It’s hard to find a company today not using some sort of Software-as-a-Service (SaaS) application for business efficiency. Whether it’s for Marketing, Accounting, Sales or IT, all departments find value in the accessibility and ease of these solutions to streamline otherwise complex processes.
However, the ease of use SaaS applications provide the organization may overshadow some of the risks, such as downtime and security. As is the case for any third-party solution, it’s key to understand the risk profile both on your side and the provider’s end. What does daily use look like? What do you examine?
Knowing the creators and owners
Sometimes the third-party provider who is selling you the SaaS application is not the creator of the technology or platform. If this is the case, what do you know of the creator and how the technology has been created? Consider the security aspects of design and whether this technology has secured itself, by design, against common threats and ramifications.
What is the IT stance of the service provider? Unfortunately, it’s all too common for a company to become overly dependent upon a SaaS application. Then, when the application goes down on the provider’s end, the company is left helpless. Your company should have an IT resiliency plan, and the provider should also have one. It’s key to check that they do.
Knowing who has access
Consider who can share information and how it is shared. Especially if your organization is under a regulatory framework, be careful that such actions don’t risk a breach of compliance. For example, if your organization uses Google Docs or Dropbox to share and store information cross-functionally, what sort of information is shared and what could happen if that information is exposed? If there is a breach or disruption to your SaaS application, what happens to your data? Does the provider keep any of your data transferred through their technology? If so, for what reason?

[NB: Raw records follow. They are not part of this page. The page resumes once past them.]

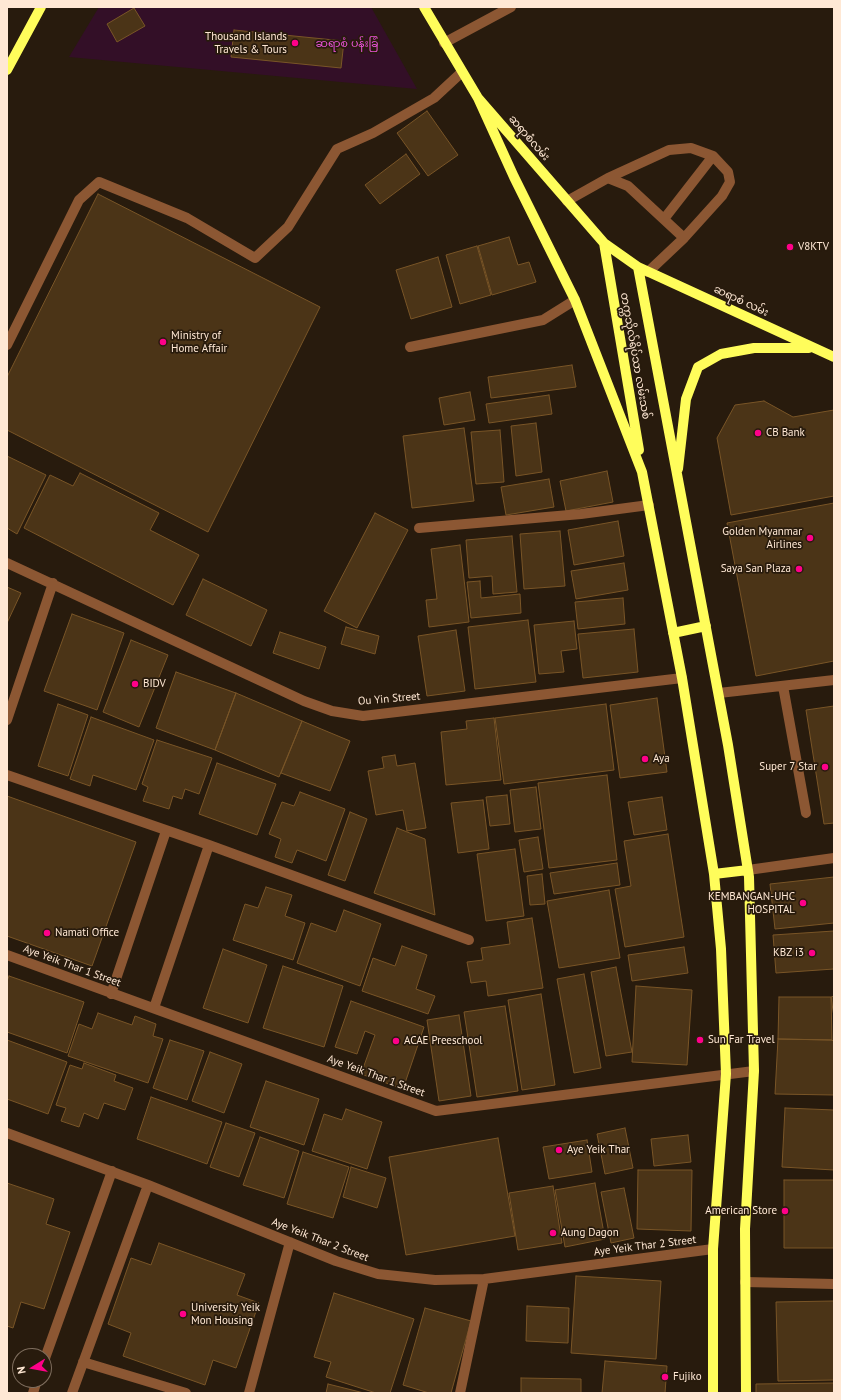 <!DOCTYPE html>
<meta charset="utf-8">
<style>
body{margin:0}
#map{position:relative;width:841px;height:1400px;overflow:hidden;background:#281b0d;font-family:"PT Sans",sans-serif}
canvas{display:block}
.frame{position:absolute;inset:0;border:8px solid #ffe8d4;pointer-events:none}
.north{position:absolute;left:12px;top:1348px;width:40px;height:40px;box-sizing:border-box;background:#281b0d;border:1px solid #7e6d5d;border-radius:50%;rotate:259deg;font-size:11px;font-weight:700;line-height:16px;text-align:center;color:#ffe8d4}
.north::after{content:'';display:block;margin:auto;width:14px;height:18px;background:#ff0089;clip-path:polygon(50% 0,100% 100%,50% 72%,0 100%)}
</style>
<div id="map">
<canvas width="841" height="1400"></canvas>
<div class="frame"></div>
<div class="north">N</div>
</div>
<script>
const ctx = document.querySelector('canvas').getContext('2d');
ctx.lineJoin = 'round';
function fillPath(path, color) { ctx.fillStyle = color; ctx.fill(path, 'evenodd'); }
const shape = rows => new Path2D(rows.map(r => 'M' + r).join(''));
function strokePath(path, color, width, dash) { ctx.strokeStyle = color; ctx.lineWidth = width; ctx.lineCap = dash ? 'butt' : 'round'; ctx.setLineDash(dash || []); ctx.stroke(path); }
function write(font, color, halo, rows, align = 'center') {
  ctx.font = font + ' "PT Sans","Noto Sans Myanmar",sans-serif'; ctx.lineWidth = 3.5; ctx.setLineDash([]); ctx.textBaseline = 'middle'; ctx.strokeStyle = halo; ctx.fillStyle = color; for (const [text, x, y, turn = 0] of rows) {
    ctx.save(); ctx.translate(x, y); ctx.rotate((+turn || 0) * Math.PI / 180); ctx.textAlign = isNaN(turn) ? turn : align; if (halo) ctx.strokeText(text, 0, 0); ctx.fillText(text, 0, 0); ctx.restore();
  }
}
const green = shape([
 [99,7,371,7,417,89,69,57]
]);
const building = shape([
 [134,8,145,26,117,42,107,24,134,8],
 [234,30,344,41,341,68,231,57,234,30],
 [427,111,458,155,428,176,397,133,427,111],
 [406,154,420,174,380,204,365,185,406,154],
 [98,194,320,307,208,532,7,430,7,377,98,194],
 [509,237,518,265,529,262,536,282,492,295,478,246,509,237],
 [477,246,491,295,460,304,446,255,477,246],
 [438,257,452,307,411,319,396,270,438,257],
 [572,365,576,387,491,398,488,377,572,365],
 [470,392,475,420,444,425,439,398,470,392],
 [549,395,552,414,489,423,486,404,549,395],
 [764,401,793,417,834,410,834,496,731,515,717,438,735,405,764,401],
 [536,423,542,472,516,476,511,426,536,423],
 [464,428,474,501,412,508,403,436,464,428],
 [500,430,504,482,476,484,471,432,500,430],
 [7,456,46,475,17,534,7,528,7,456],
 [607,471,613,502,566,511,560,481,607,471],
 [80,473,159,513,150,530,199,555,173,605,24,528,50,475,73,486,80,473],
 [549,479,554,507,506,515,501,487,549,479],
 [834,503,834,661,756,676,727,523,834,503],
 [375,513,408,530,357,628,324,611,375,513],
 [618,521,624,556,574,565,568,530,618,521],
 [560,531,565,586,524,589,520,534,560,531],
 [512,536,517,592,493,594,492,576,469,578,466,540,512,536],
 [460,545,469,622,429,627,426,600,437,599,431,549,460,545],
 [624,563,628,590,576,599,571,571,624,563],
 [203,579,267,610,251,646,186,615,203,579],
 [480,581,481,598,520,594,521,613,471,618,467,582,480,581],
 [7,587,21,593,7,623,7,587],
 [623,598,625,624,578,629,575,602,623,598],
 [72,614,124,633,97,710,44,691,72,614],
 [528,620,536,682,475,689,468,627,528,620],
 [574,621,577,649,561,651,564,672,539,674,534,625,574,621],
 [346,627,379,636,375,654,341,644,346,627],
 [634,629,638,672,583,678,578,634,634,629],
 [456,630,465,691,427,696,418,636,456,630],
 [280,632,326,647,319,669,273,653,280,632],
 [131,640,168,655,139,727,103,712,131,640],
 [176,672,236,693,215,750,156,728,176,672],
 [236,693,302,721,279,777,215,750,236,693],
 [657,698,667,772,620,778,610,705,657,698],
 [58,704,88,715,68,776,38,766,58,704],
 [606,704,614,770,504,784,495,718,606,704],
 [834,706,834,823,824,824,806,710,834,706],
 [91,717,154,740,136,790,93,775,90,786,70,779,91,717],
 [494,718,501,780,446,785,441,732,467,729,466,721,494,718],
 [302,721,350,741,330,791,281,773,302,721],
 [157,740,212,758,199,794,185,789,182,799,173,796,169,809,143,801,148,787,142,784,157,740],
 [395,755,397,766,415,763,426,828,407,831,403,810,376,815,368,771,384,768,382,757,395,755],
 [217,763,276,784,257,835,199,814,217,763],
 [607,775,617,860,549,868,538,783,607,775],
 [536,787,541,829,515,832,510,790,536,787],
 [300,792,345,809,326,861,297,850,292,863,275,857,281,839,269,834,282,802,294,806,300,792],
 [507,795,510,824,490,826,486,797,507,795],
 [7,796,136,842,92,966,7,936,7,796],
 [662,797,667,830,634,835,628,802,662,797],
 [483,800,489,849,458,853,451,803,483,800],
 [350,812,367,819,345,881,328,875,350,812],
 [397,828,425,839,435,915,374,893,397,828],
 [668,834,684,937,625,947,615,889,631,886,624,841,668,834],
 [538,837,543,869,524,872,519,840,538,837],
 [515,849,524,916,486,921,477,854,515,849],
 [617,863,620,885,554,894,550,873,617,863],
 [542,874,545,904,530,905,527,876,542,874],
 [834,877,834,923,775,929,770,884,834,877],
 [266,887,292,895,285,916,305,923,293,960,233,940,245,904,258,908,266,887],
 [609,890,620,958,559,968,547,901,609,890],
 [344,910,381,924,360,986,297,963,311,923,336,932,344,910],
 [532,918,543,988,488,996,486,981,471,983,467,962,483,960,481,948,510,944,507,922,532,918],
 [834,931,834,969,776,973,773,935,834,931],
 [402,946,427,955,416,989,435,996,428,1014,362,991,373,958,395,966,402,946],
 [684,947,688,973,632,981,628,955,684,947],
 [223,949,267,965,248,1023,203,1008,223,949],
 [283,966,343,986,324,1047,263,1028,283,966],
 [616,967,632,1052,606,1056,591,972,616,967],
 [584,974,601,1068,574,1073,557,979,584,974],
 [9,976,84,1002,67,1053,7,1032,7,981,9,976],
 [636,986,692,990,687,1065,632,1062,636,986],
 [541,994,555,1085,522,1090,508,1000,541,994],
 [834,996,834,1017,831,997,834,996],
 [779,997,831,997,832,1040,778,1039,779,997],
 [351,1001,424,1027,403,1089,361,1074,375,1035,365,1031,357,1054,335,1047,351,1001],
 [505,1006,518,1091,477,1097,464,1012,505,1006],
 [98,1013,132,1025,135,1016,156,1024,153,1036,163,1039,148,1083,68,1056,79,1024,92,1029,98,1013],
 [459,1015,471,1096,439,1101,427,1020,459,1015],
 [778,1039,832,1040,834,1042,834,1095,775,1094,778,1039],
 [7,1040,67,1062,48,1114,7,1099,7,1040],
 [170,1040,204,1051,187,1100,153,1088,170,1040],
 [210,1052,242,1064,224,1113,192,1101,210,1052],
 [84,1063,116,1075,114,1081,133,1088,125,1110,104,1103,98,1119,84,1113,79,1127,61,1121,66,1108,56,1105,70,1065,82,1069,84,1063],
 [266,1081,319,1099,304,1145,250,1127,266,1081],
 [151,1097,222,1122,207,1164,137,1139,151,1097],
 [785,1108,834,1110,834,1170,782,1167,785,1108],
 [346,1109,382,1122,367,1169,312,1151,324,1114,342,1120,346,1109],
 [226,1123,255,1133,239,1177,210,1167,226,1123],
 [625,1128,633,1168,605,1174,597,1134,625,1128],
 [688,1135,691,1162,654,1166,651,1139,688,1135],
 [260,1137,299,1151,284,1198,243,1185,260,1137],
 [498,1138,515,1236,406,1255,389,1157,498,1138],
 [587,1140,592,1172,549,1179,543,1147,587,1140],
 [303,1152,349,1167,333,1218,287,1204,303,1152],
 [351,1167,386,1178,377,1208,343,1197,351,1167],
 [638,1170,692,1170,691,1231,637,1229,638,1170],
 [784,1180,834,1180,834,1248,784,1248,784,1180],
 [7,1183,54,1199,46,1224,70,1232,44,1309,21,1302,13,1328,7,1326,7,1183],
 [595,1183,605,1239,565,1247,555,1190,595,1183],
 [553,1186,562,1243,518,1250,509,1193,553,1186],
 [624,1188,634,1238,611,1243,601,1192,624,1188],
 [159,1243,245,1274,237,1295,259,1303,236,1368,213,1360,205,1385,123,1356,131,1333,108,1324,131,1258,151,1265,159,1243],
 [576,1276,661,1281,656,1359,571,1353,576,1276],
 [334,1293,414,1319,390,1393,376,1393,326,1377,331,1362,314,1357,334,1293],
 [834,1301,834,1380,778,1381,776,1302,834,1301],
 [527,1306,569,1308,568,1343,526,1341,527,1306],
 [425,1308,471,1321,451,1393,429,1393,403,1385,425,1308],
 [605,1361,667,1366,665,1393,602,1393,605,1361],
 [521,1378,581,1379,581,1393,521,1393,521,1378],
 [834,1383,834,1393,756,1393,756,1384,834,1383],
 [328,1384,364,1393,326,1393,328,1384]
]);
const minor = shape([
 [444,43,511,7],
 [608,178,628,186,684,238],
 [567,201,608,178,669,150,691,148,713,156,728,172,730,182,722,196,684,238,648,272],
 [664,219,713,156],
 [7,345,79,200,99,182,187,218,255,258,288,227,337,149,373,133,434,98,462,72],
 [410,347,543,320,575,300],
 [419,528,581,514,649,505],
 [7,563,304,701,332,711,363,716,682,678],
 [783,686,806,813],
 [719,693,834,680],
 [7,720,53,583],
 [7,775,209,845,469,940],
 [748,870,834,858],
 [7,955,436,1111,754,1071],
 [111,994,166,831],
 [154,1008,209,845],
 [7,1133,148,1185,336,1261,378,1274,435,1280,484,1279,713,1249],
 [745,1282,834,1284],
 [44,1361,112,1171],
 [83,1362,186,1393],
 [33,1393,37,1380],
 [72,1393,148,1185],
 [249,1393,290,1242],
 [460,1393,484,1279]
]);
const major = shape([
 [424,7,478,98,604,243,638,267,834,357],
 [7,70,41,7],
 [478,98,514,177,575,300,642,472,682,678,714,874,721,949,726,1074,713,1249,713,1393],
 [604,243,639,450],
 [638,267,728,745,749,877,754,1071,745,1229,746,1393],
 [678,469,686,399,698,367,721,354,754,348,809,348],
 [673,633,706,626],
 [714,874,748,870]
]);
const markers = [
 [295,43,4,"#ff0089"],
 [790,247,4,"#ff0089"],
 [163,342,4,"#ff0089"],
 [758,433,4,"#ff0089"],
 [810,538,4,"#ff0089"],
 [799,569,4,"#ff0089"],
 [135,684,4,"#ff0089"],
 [645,759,4,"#ff0089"],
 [825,767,4,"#ff0089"],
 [803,903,4,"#ff0089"],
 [47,933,4,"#ff0089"],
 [812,953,4,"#ff0089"],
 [700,1040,4,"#ff0089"],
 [396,1041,4,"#ff0089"],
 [559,1150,4,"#ff0089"],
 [785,1211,4,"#ff0089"],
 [553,1233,4,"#ff0089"],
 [183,1314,4,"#ff0089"],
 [665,1377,4,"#ff0089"]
];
const poiNames = [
 ["Thousand Islands",287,37,"right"],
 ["Travels & Tours",287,50,"right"],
 ["V8KTV",798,247],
 ["Ministry of",171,336],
 ["Home Affair",171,349],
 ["CB Bank",766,433],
 ["Golden Myanmar",802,532,"right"],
 ["Airlines",802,545,"right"],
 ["Saya San Plaza",791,569,"right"],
 ["BIDV",143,684],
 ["Aya",653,759],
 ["Super 7 Star",817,767,"right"],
 ["KEMBANGAN-UHC",795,897,"right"],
 ["HOSPITAL",795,910,"right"],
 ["Namati Office",55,933],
 ["KBZ i3",804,953,"right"],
 ["Sun Far Travel",708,1040],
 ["ACAE Preeschool",404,1041],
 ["Aye Yeik Thar",567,1150],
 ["American Store",777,1211,"right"],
 ["Aung Dagon",561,1233],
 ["University Yeik",191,1308],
 ["Mon Housing",191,1321],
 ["Fujiko",673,1377]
];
const parkNames = [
 ["ဆရာစံ ပန်းခြံ",347,44]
];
const streetNames = [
 ["ဆရာစံလမ်း",529,138,49],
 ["ဆရာစံ လမ်း",741,301,25],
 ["တက္ကသိုလ်ရိပ်သာ လမ်းသစ်",635,356,80],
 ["Ou Yin Street",389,699,-5],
 ["Aye Yeik Thar 1 Street",72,966,20],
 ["Aye Yeik Thar 1 Street",376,1076,20],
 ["Aye Yeik Thar 2 Street",320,1240,21],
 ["Aye Yeik Thar 2 Street",645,1246,-7]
];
fillPath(green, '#330f27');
fillPath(building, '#4b3417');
strokePath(building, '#795527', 1);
strokePath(minor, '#8c5733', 10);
strokePath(major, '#fffd5b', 10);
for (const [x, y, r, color] of markers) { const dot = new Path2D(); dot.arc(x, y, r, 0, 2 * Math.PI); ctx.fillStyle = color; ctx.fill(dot); strokePath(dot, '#281b0d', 1.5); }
write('11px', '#ffe8d4', '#281b0d', poiNames, 'left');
write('11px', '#eb53da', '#281b0d', parkNames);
write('11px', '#ffe8d4', '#281b0d', streetNames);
</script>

There may not be any right answers here—it’s just important to know exactly what level of risk your organization is putting itself under. If you identify any unnecessary avenues for sharing information, close them off. Best to be careful, rather than risk data loss and exposure.
What contractual aspects exist around who retains what data from your organization? Can the SaaS provider limit your access to your data due to a dispute? What if they go out of business? It’s paramount to put everything in writing, even service level agreements (SLAs).
Knowing who owns what responsibilities
Make sure your IT Disaster Recovery (DR) plan delineates between you and the SaaS provider the order of operations for execution and what to do if personnel are missing. Note all responsibilities in your DR playbook and share it with the provider. The best way to understand these intricacies is to test for a disruption scenario, executing your DR plan to be sure you can actually recover in a real event. Keep your SaaS provider abreast of your testing and ask to see their testing results.
Does your SaaS provider have a DR plan? Where is your data stored, exactly? How many of your SaaS applications share a common backend datacenter (AWS Zone 1, for example)? It is important to understand the architecture, so you have a complete picture of your risk profile.
Welcome to the age of the cloud
The widespread use and accessibility of the cloud has transformed the expectations of day-to-day business. Customers demand an always-on marketplace, which means the cloud isn’t something that’s going away. Now downtime is no longer an option, as it impacts the bottom line and reputation. For this reason, it’s best to embrace the cloud, but to do so cautiously to ensure everything remains secure against any and all threats. Never make a leap to the cloud without first laying out a strategy to get there (here’s a Forbes article I wrote on this subject).
Oftentimes, organizations that own the deployment and management of their cloud prefer to do so in their own datacenters, but this could present its own set of risks. The first step to closing security gaps is understanding that using cloud—any cloud—means you are using a third-party provider in some way. For example, if you have an AWS cloud, you’re in business with Amazon.
Cloud providers usually have the resources and bandwidth to properly manage the essential maintenance aspects and testing, given how this is their core business model and, thus, perform work in the cloud all day every day.
A small-to-medium-sized business, on the other hand, may only have a limited number of IT team members and resources. And these personnel may have other, more pressing responsibilities.
For this reason, many organizations are recognizing that cloud providers are more equipped to handle security, maintenance and testing of a cloud environment, so they are offloading more responsibilities to these providers with the goal of getting out of the datacenter business altogether.